▸ **What you should do**
Repeat all entries below exactly as shown.

(Collected data)
== Segment start ==

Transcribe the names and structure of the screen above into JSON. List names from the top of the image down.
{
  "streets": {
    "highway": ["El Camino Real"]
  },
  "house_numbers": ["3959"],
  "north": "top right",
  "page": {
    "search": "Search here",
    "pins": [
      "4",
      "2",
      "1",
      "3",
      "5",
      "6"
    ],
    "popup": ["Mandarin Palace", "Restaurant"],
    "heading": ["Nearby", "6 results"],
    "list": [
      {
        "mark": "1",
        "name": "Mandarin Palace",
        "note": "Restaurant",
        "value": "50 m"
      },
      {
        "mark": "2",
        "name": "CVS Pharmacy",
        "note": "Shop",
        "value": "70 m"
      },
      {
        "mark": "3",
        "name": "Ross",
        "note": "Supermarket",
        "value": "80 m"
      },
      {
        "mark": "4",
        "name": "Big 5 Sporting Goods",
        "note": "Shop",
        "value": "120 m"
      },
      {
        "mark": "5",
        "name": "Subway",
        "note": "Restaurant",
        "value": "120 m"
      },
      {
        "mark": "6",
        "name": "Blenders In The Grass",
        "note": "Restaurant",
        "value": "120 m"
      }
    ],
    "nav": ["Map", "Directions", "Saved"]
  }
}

== Segment end ==

▸ **Solution for this exercise**
Transcribe the names and structure of the screen above into JSON. List names from the top of the image down.
{
  "streets": {
    "highway": ["El Camino Real"]
  },
  "house_numbers": ["3959"],
  "north": "top right",
  "page": {
    "search": "Search here",
    "pins": [
      "4",
      "2",
      "1",
      "3",
      "5",
      "6"
    ],
    "popup": ["Mandarin Palace", "Restaurant"],
    "heading": ["Nearby", "6 results"],
    "list": [
      {
        "mark": "1",
        "name": "Mandarin Palace",
        "note": "Restaurant",
        "value": "50 m"
      },
      {
        "mark": "2",
        "name": "CVS Pharmacy",
        "note": "Shop",
        "value": "70 m"
      },
      {
        "mark": "3",
        "name": "Ross",
        "note": "Supermarket",
        "value": "80 m"
      },
      {
        "mark": "4",
        "name": "Big 5 Sporting Goods",
        "note": "Shop",
        "value": "120 m"
      },
      {
        "mark": "5",
        "name": "Subway",
        "note": "Restaurant",
        "value": "120 m"
      },
      {
        "mark": "6",
        "name": "Blenders In The Grass",
        "note": "Restaurant",
        "value": "120 m"
      }
    ],
    "nav": ["Map", "Directions", "Saved"]
  }
}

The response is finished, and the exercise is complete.